Die romantische Richtung gewann am spätesten in Frankreich Boden. Zwar bestand für die Chinoiserien schon eine Überlieferung und diese wurde fortgesetzt, die Gotik aber wurde zunächst zurückgestellt. Englischer Gartenstil mit sentimentalen Bauten wurde erst unter Marie Antoinette eingeführt, als diese das Trianon bezog und ihr ,,Hameau“, das Schweizerdorf mit Meierei und Mühle einrichten ließ. Viel früher wirkte bei der Stammverwandtschaft von Engländern und Deutschen englische Romantik in Deutschland. Um die Mitte des 18. Jahrhunderts noch vor Chambers entstanden die ersten Landschaftsgärten; schon Friedrich II. ließ zwischen 1745 — 1750 den Rehgarten im englischen Stile anlegen. Auch gotische Motive übernahm er bereits 1755. Die erste große folgerichtige Gartenschöpfung im sentimentalen Sinne mit bedeutungsvollen Gebäuden verdanken wir dem Herzog Franz von Dessau: Woerlitz. Er war auf seinen Reisen begeisterter Anhänger dieser neuen Kunst geworden und vertrat im scharfen Gegensatz zu seinem Freunde Erdmannsdorff , dem Klassiker, und auch zu Goethe, die gotische Richtung. Sein gotisches Haus im Woerlitzer Park zeugt davon. Goethe hatte ja früher dem Andenken Erwins v. Steinbach gehuldigt und das Straßburger Münster als deutsche Kunst gepriesen. Später war ihm diese Begeisterung historisch geworden, immerhin hat er auch der gotischen Mode im Weimarer Park durch das Tempelherrenhaus seinen Tribut gezahlt. In Potsdam hat Chambers’ Einfluss in den 70er Jahren noch auf den Großen König gewirkt, unter seinem Nachfolger hat man sich an das Woerlitzer Vorbild unmittelbar angeschlossen. Die Meierei, das gotische Haus, der maurische Tempel, die Einsiedelei, das sind die Widerspiele der Anregungen von Chambers’ Kew-Garten und dem Woerlitzer Park.
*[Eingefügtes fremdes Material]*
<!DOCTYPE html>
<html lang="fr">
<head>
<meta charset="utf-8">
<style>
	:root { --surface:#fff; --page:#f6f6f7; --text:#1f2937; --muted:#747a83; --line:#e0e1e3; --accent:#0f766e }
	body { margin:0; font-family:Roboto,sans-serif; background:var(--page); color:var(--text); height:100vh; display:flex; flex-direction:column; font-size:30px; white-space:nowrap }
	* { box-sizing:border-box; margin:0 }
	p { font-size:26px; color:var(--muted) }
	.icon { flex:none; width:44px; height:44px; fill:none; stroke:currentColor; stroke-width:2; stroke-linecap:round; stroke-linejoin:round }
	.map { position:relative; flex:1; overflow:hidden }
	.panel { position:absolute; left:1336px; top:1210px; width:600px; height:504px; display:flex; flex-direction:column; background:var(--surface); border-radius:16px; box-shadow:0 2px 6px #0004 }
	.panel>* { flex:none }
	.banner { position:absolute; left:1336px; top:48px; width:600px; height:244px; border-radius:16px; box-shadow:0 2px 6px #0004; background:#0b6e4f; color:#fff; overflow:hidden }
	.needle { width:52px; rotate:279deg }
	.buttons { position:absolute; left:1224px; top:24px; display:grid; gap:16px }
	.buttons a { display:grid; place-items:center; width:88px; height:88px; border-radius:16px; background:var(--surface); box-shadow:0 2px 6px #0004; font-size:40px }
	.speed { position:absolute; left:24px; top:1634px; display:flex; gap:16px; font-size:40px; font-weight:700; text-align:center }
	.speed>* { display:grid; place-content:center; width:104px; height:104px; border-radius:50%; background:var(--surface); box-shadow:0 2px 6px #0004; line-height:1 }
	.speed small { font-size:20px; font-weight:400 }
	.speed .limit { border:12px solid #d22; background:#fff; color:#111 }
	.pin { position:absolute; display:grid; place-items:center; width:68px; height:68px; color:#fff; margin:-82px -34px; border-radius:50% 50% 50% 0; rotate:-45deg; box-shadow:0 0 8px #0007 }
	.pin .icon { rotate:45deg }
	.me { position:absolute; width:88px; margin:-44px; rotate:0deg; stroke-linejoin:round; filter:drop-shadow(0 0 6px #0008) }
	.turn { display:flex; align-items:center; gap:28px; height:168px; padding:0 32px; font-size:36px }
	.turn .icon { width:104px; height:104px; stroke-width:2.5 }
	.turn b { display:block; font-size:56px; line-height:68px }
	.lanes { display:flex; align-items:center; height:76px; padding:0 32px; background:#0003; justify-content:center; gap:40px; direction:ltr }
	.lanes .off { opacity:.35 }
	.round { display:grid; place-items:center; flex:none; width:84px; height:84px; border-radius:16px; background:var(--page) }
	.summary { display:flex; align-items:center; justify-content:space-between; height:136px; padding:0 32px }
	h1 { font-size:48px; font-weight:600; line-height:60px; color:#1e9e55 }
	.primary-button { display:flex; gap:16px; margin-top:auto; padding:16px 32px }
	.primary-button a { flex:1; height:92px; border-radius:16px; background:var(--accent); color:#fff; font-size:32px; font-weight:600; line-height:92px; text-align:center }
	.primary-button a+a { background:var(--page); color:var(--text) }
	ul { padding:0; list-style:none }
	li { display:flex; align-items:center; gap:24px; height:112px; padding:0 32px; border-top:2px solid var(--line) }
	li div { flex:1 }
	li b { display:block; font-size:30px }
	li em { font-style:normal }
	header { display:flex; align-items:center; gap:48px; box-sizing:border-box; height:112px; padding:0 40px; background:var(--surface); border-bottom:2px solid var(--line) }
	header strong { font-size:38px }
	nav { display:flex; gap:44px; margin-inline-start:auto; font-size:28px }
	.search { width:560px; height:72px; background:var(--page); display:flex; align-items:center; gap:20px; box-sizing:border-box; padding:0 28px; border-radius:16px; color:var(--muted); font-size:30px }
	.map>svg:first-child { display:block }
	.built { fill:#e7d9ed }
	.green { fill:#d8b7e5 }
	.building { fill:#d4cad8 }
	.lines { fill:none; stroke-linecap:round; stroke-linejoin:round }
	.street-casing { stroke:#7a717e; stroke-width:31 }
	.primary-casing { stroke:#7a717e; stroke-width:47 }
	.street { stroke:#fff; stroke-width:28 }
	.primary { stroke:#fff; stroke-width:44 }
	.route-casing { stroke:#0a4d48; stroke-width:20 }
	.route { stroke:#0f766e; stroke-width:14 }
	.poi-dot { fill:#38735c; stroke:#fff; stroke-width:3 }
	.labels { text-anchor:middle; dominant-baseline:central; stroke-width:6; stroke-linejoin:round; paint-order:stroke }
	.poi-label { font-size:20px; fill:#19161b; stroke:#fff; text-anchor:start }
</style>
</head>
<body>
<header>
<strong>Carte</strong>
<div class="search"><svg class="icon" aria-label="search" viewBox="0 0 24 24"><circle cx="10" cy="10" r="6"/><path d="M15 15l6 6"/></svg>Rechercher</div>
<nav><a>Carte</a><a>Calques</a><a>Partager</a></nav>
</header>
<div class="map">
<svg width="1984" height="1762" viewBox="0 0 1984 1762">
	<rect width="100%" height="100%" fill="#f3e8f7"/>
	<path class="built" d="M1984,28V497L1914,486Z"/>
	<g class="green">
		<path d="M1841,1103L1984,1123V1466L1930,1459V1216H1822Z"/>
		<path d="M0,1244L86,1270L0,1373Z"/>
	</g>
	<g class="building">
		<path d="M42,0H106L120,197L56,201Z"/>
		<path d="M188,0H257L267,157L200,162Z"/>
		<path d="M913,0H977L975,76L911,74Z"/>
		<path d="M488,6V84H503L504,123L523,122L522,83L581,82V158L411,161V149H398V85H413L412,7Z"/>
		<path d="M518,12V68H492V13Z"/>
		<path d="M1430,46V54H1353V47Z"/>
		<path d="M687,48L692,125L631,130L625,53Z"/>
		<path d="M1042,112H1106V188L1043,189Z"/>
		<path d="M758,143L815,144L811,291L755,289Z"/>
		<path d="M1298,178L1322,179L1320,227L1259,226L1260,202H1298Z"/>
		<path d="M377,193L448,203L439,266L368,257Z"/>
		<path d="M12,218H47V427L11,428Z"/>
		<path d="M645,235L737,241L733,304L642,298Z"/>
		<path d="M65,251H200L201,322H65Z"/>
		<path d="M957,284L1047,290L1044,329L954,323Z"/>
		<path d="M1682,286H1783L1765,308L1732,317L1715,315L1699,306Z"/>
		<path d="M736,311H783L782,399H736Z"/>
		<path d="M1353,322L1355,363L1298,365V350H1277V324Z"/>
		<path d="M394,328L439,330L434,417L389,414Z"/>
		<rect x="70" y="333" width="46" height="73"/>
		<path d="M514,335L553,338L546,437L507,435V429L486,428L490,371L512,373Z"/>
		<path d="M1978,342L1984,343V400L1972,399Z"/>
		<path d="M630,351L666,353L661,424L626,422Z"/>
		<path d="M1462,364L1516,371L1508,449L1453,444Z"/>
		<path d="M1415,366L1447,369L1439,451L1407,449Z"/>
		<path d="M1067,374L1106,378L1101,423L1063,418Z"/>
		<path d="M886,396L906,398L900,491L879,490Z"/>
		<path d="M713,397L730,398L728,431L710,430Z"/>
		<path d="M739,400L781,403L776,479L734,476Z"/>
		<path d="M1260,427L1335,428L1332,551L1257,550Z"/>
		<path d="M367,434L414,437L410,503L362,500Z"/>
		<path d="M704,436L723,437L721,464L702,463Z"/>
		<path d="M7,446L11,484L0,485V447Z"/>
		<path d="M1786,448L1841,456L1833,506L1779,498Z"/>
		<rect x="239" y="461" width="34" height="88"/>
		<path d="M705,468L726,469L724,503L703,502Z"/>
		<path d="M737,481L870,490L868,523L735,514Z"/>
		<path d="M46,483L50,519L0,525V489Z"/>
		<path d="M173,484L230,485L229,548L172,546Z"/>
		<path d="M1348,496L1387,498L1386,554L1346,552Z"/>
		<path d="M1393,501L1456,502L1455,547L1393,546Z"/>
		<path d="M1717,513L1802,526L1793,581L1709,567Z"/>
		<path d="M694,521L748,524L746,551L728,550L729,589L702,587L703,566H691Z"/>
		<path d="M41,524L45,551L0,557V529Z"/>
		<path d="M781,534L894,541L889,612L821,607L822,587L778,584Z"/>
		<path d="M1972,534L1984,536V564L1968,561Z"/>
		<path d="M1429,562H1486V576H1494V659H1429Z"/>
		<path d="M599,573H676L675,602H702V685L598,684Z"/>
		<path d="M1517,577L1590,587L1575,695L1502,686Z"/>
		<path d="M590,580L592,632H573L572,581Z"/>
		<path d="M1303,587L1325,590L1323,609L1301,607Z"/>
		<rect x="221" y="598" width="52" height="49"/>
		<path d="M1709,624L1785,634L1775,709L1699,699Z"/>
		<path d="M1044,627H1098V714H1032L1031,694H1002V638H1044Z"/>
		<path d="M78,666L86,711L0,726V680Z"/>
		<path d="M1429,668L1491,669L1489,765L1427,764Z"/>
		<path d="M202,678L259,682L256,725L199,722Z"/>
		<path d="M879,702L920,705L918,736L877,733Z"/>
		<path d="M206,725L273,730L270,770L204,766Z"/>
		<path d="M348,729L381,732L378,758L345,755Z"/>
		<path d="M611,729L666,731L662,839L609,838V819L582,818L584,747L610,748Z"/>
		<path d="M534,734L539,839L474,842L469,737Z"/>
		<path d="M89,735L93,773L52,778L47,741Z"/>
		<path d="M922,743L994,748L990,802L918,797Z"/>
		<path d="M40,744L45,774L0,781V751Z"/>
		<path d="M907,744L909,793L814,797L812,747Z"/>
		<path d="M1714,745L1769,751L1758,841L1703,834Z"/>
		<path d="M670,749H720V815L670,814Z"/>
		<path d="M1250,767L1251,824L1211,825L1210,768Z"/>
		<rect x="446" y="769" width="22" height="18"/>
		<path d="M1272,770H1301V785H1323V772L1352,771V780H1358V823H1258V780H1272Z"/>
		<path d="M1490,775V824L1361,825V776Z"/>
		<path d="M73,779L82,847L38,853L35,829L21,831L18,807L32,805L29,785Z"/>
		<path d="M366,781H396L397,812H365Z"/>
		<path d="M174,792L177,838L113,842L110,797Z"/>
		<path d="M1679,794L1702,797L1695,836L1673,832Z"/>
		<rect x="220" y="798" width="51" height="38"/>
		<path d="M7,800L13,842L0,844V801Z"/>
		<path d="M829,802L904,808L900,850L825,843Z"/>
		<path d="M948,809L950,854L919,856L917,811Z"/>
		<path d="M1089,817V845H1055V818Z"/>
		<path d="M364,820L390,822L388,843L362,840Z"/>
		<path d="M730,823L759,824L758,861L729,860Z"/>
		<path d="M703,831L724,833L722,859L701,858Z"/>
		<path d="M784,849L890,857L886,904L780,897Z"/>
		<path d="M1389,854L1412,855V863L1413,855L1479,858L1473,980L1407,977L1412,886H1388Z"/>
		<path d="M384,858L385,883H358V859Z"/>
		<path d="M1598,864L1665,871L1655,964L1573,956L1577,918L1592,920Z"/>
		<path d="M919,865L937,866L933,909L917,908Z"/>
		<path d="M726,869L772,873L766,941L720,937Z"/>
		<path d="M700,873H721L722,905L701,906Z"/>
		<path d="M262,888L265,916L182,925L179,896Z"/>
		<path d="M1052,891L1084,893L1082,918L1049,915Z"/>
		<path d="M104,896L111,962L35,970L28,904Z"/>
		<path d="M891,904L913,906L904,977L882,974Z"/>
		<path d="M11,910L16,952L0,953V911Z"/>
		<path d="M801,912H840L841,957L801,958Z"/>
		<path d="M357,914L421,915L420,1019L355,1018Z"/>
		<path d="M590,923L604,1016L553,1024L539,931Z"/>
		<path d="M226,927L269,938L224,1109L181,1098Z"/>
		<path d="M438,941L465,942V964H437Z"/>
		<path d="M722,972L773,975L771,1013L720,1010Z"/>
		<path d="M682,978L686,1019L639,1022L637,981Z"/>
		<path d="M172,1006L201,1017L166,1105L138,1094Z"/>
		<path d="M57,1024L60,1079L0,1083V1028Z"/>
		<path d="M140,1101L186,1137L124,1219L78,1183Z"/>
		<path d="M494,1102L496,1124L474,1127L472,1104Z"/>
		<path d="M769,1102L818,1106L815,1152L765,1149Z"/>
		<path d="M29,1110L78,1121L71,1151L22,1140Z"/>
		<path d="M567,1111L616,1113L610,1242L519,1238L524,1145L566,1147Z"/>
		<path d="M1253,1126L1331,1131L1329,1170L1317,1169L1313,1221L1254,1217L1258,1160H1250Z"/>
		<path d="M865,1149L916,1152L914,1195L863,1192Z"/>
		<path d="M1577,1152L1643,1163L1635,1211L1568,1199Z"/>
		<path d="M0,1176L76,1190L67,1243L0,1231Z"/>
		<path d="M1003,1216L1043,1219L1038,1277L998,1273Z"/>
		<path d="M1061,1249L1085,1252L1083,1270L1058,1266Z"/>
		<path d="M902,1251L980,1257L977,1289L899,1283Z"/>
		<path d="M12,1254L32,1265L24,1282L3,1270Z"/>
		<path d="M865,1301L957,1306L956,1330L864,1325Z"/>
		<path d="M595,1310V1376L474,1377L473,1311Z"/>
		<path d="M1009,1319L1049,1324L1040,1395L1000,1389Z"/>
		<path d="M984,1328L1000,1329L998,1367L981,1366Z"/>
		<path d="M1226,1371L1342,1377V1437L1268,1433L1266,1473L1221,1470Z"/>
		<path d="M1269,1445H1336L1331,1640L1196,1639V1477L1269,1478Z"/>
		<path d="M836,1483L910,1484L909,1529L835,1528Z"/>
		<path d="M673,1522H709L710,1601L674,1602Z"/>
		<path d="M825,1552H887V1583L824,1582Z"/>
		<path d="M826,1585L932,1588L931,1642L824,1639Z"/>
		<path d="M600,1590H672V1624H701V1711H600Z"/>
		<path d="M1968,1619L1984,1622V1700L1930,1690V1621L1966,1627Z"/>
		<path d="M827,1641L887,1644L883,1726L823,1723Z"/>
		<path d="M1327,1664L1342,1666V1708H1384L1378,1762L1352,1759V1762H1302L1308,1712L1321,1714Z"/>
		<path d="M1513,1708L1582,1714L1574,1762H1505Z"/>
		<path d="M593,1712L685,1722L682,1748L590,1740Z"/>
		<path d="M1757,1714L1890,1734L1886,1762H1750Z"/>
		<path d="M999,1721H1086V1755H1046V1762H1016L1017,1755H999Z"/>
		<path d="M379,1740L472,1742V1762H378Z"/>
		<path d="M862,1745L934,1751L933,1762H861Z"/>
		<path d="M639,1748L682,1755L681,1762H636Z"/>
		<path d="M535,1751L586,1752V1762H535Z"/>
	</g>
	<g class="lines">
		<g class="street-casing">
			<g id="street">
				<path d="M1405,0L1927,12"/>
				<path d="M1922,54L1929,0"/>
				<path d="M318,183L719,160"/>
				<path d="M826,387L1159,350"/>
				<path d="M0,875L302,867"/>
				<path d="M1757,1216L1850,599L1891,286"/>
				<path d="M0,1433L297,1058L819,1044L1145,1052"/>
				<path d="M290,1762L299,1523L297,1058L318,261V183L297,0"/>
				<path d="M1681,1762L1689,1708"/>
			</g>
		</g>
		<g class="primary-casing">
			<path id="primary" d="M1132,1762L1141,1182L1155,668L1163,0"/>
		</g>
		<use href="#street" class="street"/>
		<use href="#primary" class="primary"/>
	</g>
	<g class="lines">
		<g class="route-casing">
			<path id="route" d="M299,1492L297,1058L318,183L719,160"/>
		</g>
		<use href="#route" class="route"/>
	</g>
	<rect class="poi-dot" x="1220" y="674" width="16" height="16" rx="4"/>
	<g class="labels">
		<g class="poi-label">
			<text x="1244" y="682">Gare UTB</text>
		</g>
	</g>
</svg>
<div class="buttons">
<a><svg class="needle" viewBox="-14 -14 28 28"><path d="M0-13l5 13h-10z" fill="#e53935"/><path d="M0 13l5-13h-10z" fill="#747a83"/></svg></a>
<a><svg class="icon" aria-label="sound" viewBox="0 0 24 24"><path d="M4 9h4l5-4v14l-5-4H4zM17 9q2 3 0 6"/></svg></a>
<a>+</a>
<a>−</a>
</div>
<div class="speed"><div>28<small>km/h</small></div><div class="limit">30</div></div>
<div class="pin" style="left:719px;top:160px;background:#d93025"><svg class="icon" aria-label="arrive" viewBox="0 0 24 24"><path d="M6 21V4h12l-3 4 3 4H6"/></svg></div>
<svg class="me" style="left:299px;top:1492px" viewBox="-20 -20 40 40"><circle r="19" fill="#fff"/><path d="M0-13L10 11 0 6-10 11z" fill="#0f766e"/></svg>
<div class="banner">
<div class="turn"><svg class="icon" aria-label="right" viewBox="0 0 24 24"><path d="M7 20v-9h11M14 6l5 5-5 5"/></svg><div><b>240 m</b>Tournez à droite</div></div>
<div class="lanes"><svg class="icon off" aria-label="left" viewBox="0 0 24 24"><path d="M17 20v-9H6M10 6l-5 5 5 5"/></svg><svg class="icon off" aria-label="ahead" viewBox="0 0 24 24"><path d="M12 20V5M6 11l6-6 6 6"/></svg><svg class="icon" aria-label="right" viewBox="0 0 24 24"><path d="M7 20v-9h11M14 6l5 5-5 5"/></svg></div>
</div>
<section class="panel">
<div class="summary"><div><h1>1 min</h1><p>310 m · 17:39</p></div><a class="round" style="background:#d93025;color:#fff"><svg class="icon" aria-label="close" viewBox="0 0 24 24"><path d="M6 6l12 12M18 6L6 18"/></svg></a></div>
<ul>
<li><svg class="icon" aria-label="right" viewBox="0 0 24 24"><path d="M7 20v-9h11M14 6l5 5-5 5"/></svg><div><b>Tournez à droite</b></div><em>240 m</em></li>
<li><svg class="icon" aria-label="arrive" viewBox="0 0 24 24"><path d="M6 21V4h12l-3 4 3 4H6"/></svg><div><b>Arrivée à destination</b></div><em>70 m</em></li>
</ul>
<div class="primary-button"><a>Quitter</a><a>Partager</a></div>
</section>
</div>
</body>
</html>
Die Gotik regte den romantischen Sinn an, schien an das Mittelalter, an die heimische germanische Kunst zu erinnern. Das Chinesische wurde nicht nur als fremdartig, sondern auch als natürlich geworden empfunden, weil es von der gewohnten Regelrichtigkeit völlig abwich. In solcher merkwürdigen Weise verirrte sich der Geist der Zeit in seinem Suchen nach erhabener, rührender, edler Natur. Die gotische Baukunst wird in Potsdam von den gleichen Männern vertreten, die auch klassizistisch bauten: Langhans und Boumann dem Jüngeren. Für sie schlossen sich die Gegensätze nicht aus. Ja, selbst für Männer von kunsttheoretischer Bildung taten sie das nicht. Die Architektur lässt eine unmittelbare Nachahmung der Natur wie Malerei und Plastik nicht zu. Daher erklärte man, die Nachahmung der Natur auf dem Gebiete der Baukunst sei nichts anderes als die Nachahmung der Antike. Durch die griechischen Künstler sei eben auf diesem Gebiete etwas schlechthin Endgültiges, Einziges, dem Wesen nach Natürliches erzeugt worden, so daß sie nachahmen, die Natur nachahmen bedeute. Das entsprach ganz auch den Ansichten Winckelmanns und Goethes. Somit wurden theoretisch klassische und romantische Strömungen miteinander in Verbindung gesetzt. Verbunden treten sie daher überall auf: Römisches Haus und Tempelherrnhaus in Weimar, Venustempel, Pantheon und Gotisches Haus in Woerlitz, Orangerie, Tempelruine und Bibliothek im Neuen Garten zu Potsdam. — Auch aus der Zeit Friedrich Wilhelms III. finden sich die Spuren dieser Richtung. Für Herrn von Oesfeldt wurde am Abhange des Pfingstberges der kleine Tempel der Pomona (1800 Schinkel), auf dem des Brauhausberges die gothische Wilhelmswarte für den König errichtet. In Paretz haben wir die gotische Kirche, die gotische Dorfschmiede, das klassizistische Schlösschen und die Tempelruine im Park.